Spain and the United Kingdom are the two countries most at risk of a bank downturnAccording to a recent report by the Boston Consulting Group.
“Although the capital and preventive liquidity ratios imposed after the financial crisis provided banks with very important protection during the epidemic, That cushion could shrink in the coming months if the economic outlook worsens. This is especially true for banks in countries where tourism, real estate, or transportation make up a large part of the industrial fabric. This is the case in the United Kingdom and Spain, for example, “as stated in the document prepared by the Chancellor.

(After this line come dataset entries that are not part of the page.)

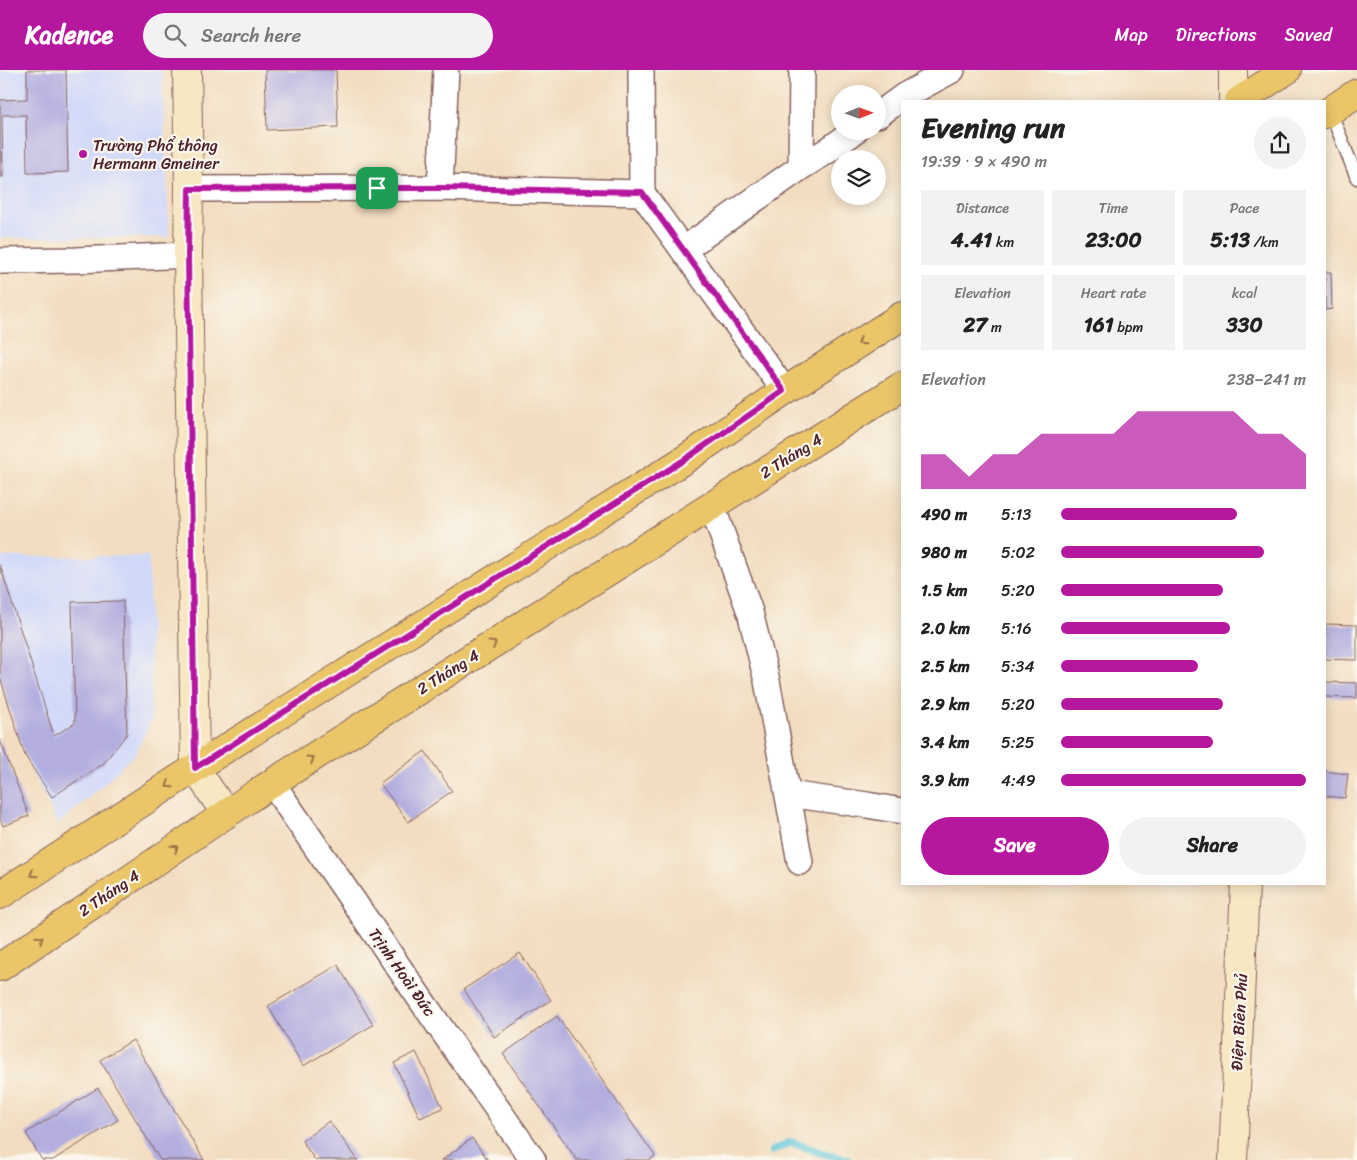 <!DOCTYPE html>
<meta charset="utf-8">
<style>
:root{--surface:#fff;--page:#f2f2f2;--text:#222;--muted:#767676;--accent:#b5179e}
body{margin:0;font-family:Sriracha,sans-serif;background:var(--page);color:var(--text);height:100vh;display:flex;flex-direction:column;font-size:19px;white-space:nowrap}
*{box-sizing:border-box;margin:0}
p{font-size:16px;color:var(--muted)}
.icon{flex:none;width:28px;height:28px;fill:none;stroke:currentColor;stroke-width:2;stroke-linecap:round;stroke-linejoin:round}
.map{position:relative;flex:1;overflow:hidden}
.side{position:absolute;left:901px;top:30px;width:425px;height:785px;display:flex;flex-direction:column;background:var(--surface);border-radius:0px;box-shadow:0 2px 12px #0003}
.side>*{flex:none}
.needle{width:32px;rotate:89deg}
.fabs{position:absolute;left:831px;top:15px;display:grid;gap:10px}
.fabs a{display:grid;place-items:center;width:55px;height:55px;border-radius:50%;background:var(--surface);box-shadow:0 2px 12px #0003;font-size:25px}
.pin{position:absolute;display:grid;place-items:center;width:42px;height:42px;color:#fff;margin:-21px;border-radius:10px;box-shadow:0 2px 8px #0006}
.round{display:grid;place-items:center;flex:none;width:52px;height:52px;border-radius:26px;background:var(--page)}
.summary{display:flex;align-items:center;justify-content:space-between;height:85px;padding:0 20px}
h1{font-size:28px;font-weight:800;line-height:38px}
.stats{display:grid;grid-template-columns:repeat(3,1fr);gap:8px;height:85px;padding:5px 20px}
.stats div{display:grid;align-content:center;border-radius:0px;background:var(--page);text-align:center}
.stats b{font-size:21px;font-weight:800}
.stats small{font-size:14px;font-weight:400}
.stats p{font-size:14px}
.chart{height:140px;padding:10px 20px}
.chart p{display:flex;justify-content:space-between}
.chart svg{width:100%;height:90px;margin-top:5px;fill:var(--accent);opacity:.7}
.action{display:flex;gap:10px;margin-top:auto;padding:10px 20px}
.action a{flex:1;height:58px;border-radius:30px;background:var(--accent);color:#fff;font-size:20px;font-weight:800;line-height:58px;text-align:center}
.action a+a{background:var(--page);color:var(--text)}
ul{padding:0 20px;list-style:none;font-size:16px}
li{display:grid;grid-template-columns:80px 60px 1fr;align-items:center;height:38px}
li i{height:12px;border-radius:6px;background:var(--accent)}
header{display:flex;align-items:center;gap:30px;box-sizing:border-box;height:70px;padding:0 25px;background:var(--accent);color:#fff}
header strong{font-size:24px}
nav{display:flex;gap:28px;margin-inline-start:auto;font-size:18px}
.search{width:350px;height:45px;background:var(--page);display:flex;align-items:center;gap:12px;box-sizing:border-box;padding:0 18px;border-radius:28px;color:var(--muted);font-size:19px}
.map>svg:first-child{display:block}
</style>
<header>
<strong>Kadence</strong>
<div class="search"><svg class="icon" aria-label="search" viewBox="0 0 24 24"><circle cx="10" cy="10" r="6"/><path d="M15 15l6 6"/></svg>Search here</div>
<nav><a>Map</a><a>Directions</a><a>Saved</a></nav>
</header>
<div class="map">
<svg width="1357" height="1090" viewBox="0 0 1357 1090">
<rect width="100%" height="100%" fill="#fbf7ec"/>
<filter id="ink" filterUnits="userSpaceOnUse"><feTurbulence type="fractalNoise" baseFrequency=".02" numOctaves="2"/><feDisplacementMap in="SourceGraphic" scale="10" xChannelSelector="R" yChannelSelector="G"/><feConvolveMatrix kernelMatrix="1 2 1 2 8 2 1 2 1" color-interpolation-filters="sRGB"/></filter>
<filter id="wash" filterUnits="userSpaceOnUse"><feTurbulence type="fractalNoise" baseFrequency=".0096" numOctaves="4" result="noise"/><feDisplacementMap in="SourceGraphic" scale="20" xChannelSelector="R" yChannelSelector="G"/><feGaussianBlur stdDeviation="1.12" result="paint"/><feColorMatrix in="noise" values="0 0 0 0 0 0 0 0 0 0 0 0 0 0 0 0 0 1.4 0 .05"/><feComposite in="paint" operator="in"/></filter>
<g filter="url(#wash)">
<rect width="100%" height="100%" fill="#f2ddc0"/>
<path fill="#d1d9f9" d="M0,0H162L169,167L0,168Z
M149,486L151,650L136,683L101,717L58,754L25,686L0,607V487Z"/>
<g fill="none" stroke-linecap="round" stroke-linejoin="round">
<path stroke="#5dc5da" stroke-width="8" d="M772,1081L791,1072L822,1083L848,1090"/>
</g>
<g id="blocks">
<path fill="#b3aedf" d="M27,0H66L68,102L27,103L26,45H2L3,107H0V30L27,29Z
M265,0H336L338,57L267,60Z
M1325,202H1331L1332,239L1325,240Z
M0,495L54,666L75,653L72,532L123,531L127,664L103,694L52,727L25,686L0,607Z
M1325,554L1357,555V590L1325,589Z
M1325,612L1357,613V628L1325,627Z
M0,670L29,746L3,756L0,749Z
M425,681L452,721L408,752L380,713Z
M1325,701L1348,704L1345,728L1325,726Z
M520,883L551,930L494,967L464,919Z
M338,895L373,955L303,996L268,936Z
M557,946L655,1086L650,1090H577L503,984Z
M133,970L204,1090H160L100,990Z
M416,982L443,1038L420,1048L394,993Z
M98,1018L118,1050L53,1090H42L26,1063Z
M329,1051L358,1090H315L302,1071Z
M472,1068L488,1090H442Z"/>
</g>
</g>
<g filter="url(#ink)">
<use href="#blocks" fill-opacity="0" stroke="#85625f" stroke-width="1"/>
<g fill="none" stroke-linecap="round" stroke-linejoin="round">
<g stroke="#85625f" stroke-width="15">
<path id="lane" d="M1330,41L1357,108"/>
</g>
<g stroke="#85625f" stroke-width="28">
<path id="street" d="M641,0L642,123L785,321
M878,45L904,26L952,0
M801,97L802,0
M440,118L446,0
M189,119L440,118L642,123
M683,180L801,97L827,81L855,61
M0,191L76,190L188,185
M712,436L750,542L767,611L800,792
M272,713L426,937L533,1090
M788,724L867,735L902,741"/>
</g>
<g stroke="#85625f" stroke-width="30">
<path id="secondary" d="M187,0L189,119L188,185L195,698L226,744
M1233,31V0
M1233,1090L1245,814"/>
</g>
<g stroke="#85625f" stroke-width="30">
<path id="primary" d="M1239,31L1287,0
M1325,44L1357,23
M0,825L195,698L684,390L785,321L902,246
M0,897L272,713L902,316"/>
</g>
<use href="#lane" stroke="#fff" stroke-width="12"/>
<use href="#street" stroke="#fff" stroke-width="25"/>
<use href="#secondary" stroke="#f7e8c3" stroke-width="28"/>
<use href="#primary" stroke="#eac669" stroke-width="28"/>
</g>
<defs><path id="oneway-chevron" d="M-2-3.5L2.5 0L-2 3.5" fill="none" stroke-width="1.6" stroke-linecap="round" stroke-linejoin="round" transform="scale(1.25)"/></defs>
<g stroke="#9a724a">
<use href="#oneway-chevron" transform="translate(861 272) rotate(147)"/>
<use href="#oneway-chevron" transform="translate(493 574) rotate(-32)"/>
<use href="#oneway-chevron" transform="translate(311 689) rotate(-32)"/>
<use href="#oneway-chevron" transform="translate(169 715) rotate(147)"/>
<use href="#oneway-chevron" transform="translate(175 778) rotate(-34)"/>
<use href="#oneway-chevron" transform="translate(33 804) rotate(147)"/>
<use href="#oneway-chevron" transform="translate(40 869) rotate(-34)"/>
</g>
</g>
<g fill="none" stroke-linecap="round" stroke-linejoin="round" filter="url(#ink)">
<g stroke="#fff" stroke-width="10">
<path id="route" d="M377,118H440L642,122L784,321L684,390L195,698L188,185L189,119Z"/>
</g>
<use href="#route" stroke="#b5179e" stroke-width="6"/>
</g>
<circle fill="#b5179e" stroke="#fbf7ec" stroke-width="2" cx="83" cy="84" r="5"/>
<g text-anchor="middle" dominant-baseline="central" stroke-width="4.5" stroke-linejoin="round" paint-order="stroke">
<g font-size="16" fill="#4a1f2b" stroke="#fbf7ec" text-anchor="start">
<text x="93" y="75">Trường Phổ thông<tspan x="93" dy="18">Hermann Gmeiner</tspan></text>
</g>
<g font-size="16" fill="#4a1f2b" stroke="#fbf7ec">
<text transform="translate(791 386) rotate(-32)">2 Tháng 4</text>
<text transform="translate(448 602) rotate(-32)">2 Tháng 4</text>
<text transform="translate(109 823) rotate(-34)">2 Tháng 4</text>
<text transform="translate(402 902) rotate(55)">Trịnh Hoài Đức</text>
<text transform="translate(1239 952) rotate(-87)">Điện Biên Phủ</text>
</g>
</g>
</svg>
<div class="fabs">
<a><svg class="needle" viewBox="-14 -14 28 28"><path d="M0-13l5 13h-10z" fill="#e53935"/><path d="M0 13l5-13h-10z" fill="#767676"/></svg></a>
<a><svg class="icon" aria-label="layers" viewBox="0 0 24 24"><path d="M12 4l9 5-9 5-9-5zM3 14l9 5 9-5"/></svg></a>
</div>
<div class="pin" style="left:377px;top:118px;background:#1e9e55"><svg class="icon" aria-label="arrive" viewBox="0 0 24 24"><path d="M6 21V4h12l-3 4 3 4H6"/></svg></div>
<section class="side">
<div class="summary"><div><h1>Evening run</h1><p>19:39 · 9 × 490 m</p></div><a class="round"><svg class="icon" aria-label="share" viewBox="0 0 24 24"><path d="M12 15V3M7 8l5-5 5 5M5 13v7h14v-7"/></svg></a></div>
<div class="stats">
<div><p>Distance</p><b>4.41<small> km</small></b></div>
<div><p>Time</p><b>23:00</b></div>
<div><p>Pace</p><b>5:13<small> /km</small></b></div>
</div>
<div class="stats">
<div><p>Elevation</p><b>27<small> m</small></b></div>
<div><p>Heart rate</p><b>161<small> bpm</small></b></div>
<div><p>kcal</p><b>330</b></div>
</div>
<div class="chart"><p><span>Elevation</span>238–241 m</p>
<svg viewBox="0 0 160 44" preserveAspectRatio="none"><path d="M0 44V27L10 27L20 38L30 27L40 27L50 17L60 17L70 17L80 17L90 6L100 6L110 6L120 6L130 6L140 17L150 17L160 27V44z"/></svg>
</div>
<ul>
<li><b>490 m</b>5:13<i style="width:72%"></i></li>
<li><b>980 m</b>5:02<i style="width:83%"></i></li>
<li><b>1.5 km</b>5:20<i style="width:66%"></i></li>
<li><b>2.0 km</b>5:16<i style="width:69%"></i></li>
<li><b>2.5 km</b>5:34<i style="width:56%"></i></li>
<li><b>2.9 km</b>5:20<i style="width:66%"></i></li>
<li><b>3.4 km</b>5:25<i style="width:62%"></i></li>
<li><b>3.9 km</b>4:49<i style="width:100%"></i></li>
</ul>
<div class="action"><a>Save</a><a>Share</a></div>
</section>
</div>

However These types of risks are higher in Spain and the United KingdomThis is a problem faced by the entire European financial sector, according to the BCG.
The bank is more resistant than it was in 2008
A problem that cannot be ignored, no matter how much the bank showed greater resistance in the current crisis compared to the previous crisis, as it was at the origin of everything that happened.
“Banks have entered the epidemic better than most companies. Financial reforms that followed the 2007 financial crisis ensured the accumulation of strong capital and liquidity reserves in most institutions. But as the epidemic enters its second year, many banks will have to prepare for the high rates of delinquency and the effect this will have on their balance sheets, “the consultant says.
Delinquency in the banking sector is on the rise
“Next year will see more bankruptcies, as the postponements that saved some companies from bankruptcy expire, and the financial costs push other companies to the brink,” BCG adds.
Actually, Bankruptcy procedures opened in 2020 have decreased compared to 2019 thanks to public aid provided globally (In the form of credits from ICO or ERTES, in the case of Spain), but these measures masked the seriousness of the situation and with the expiration date “the real damage will become more apparent”.
Therefore, BCG experts concluded: “We expect delinquency numbers to increase in the coming months, given the disruption caused by the pandemic and the time it takes for the full effects of the Covid-19 crisis to be reflected in the companies’ financial statements, ”reads the document.
Banks have the support of regulators
In favor of banks, on the other hand, popular consultants see this The European Central Bank will maintain its support for the old continent’s entities to avoid trouble.
Aware of the risks facing banks and the economy as a whole, regulators are likely to remain flexible. Most will continue to allow banks to use their own capital and stores of liquidity and will be flexible with provisions relating to provisions, the firm’s analysts write.
With all this in mind, the BCG recommends that affluent entities use the crisis as an opportunity to position themselves as a reliable partner for their clients, whether large (helping them stabilize their cash flows, for example) and small (with loan refinancing).
To take advantage of these opportunities, banks will need to strengthen their risk management. By ensuring their own stability, they will be able to help the community in the broadest sense to restore its stability, “as stated in the document.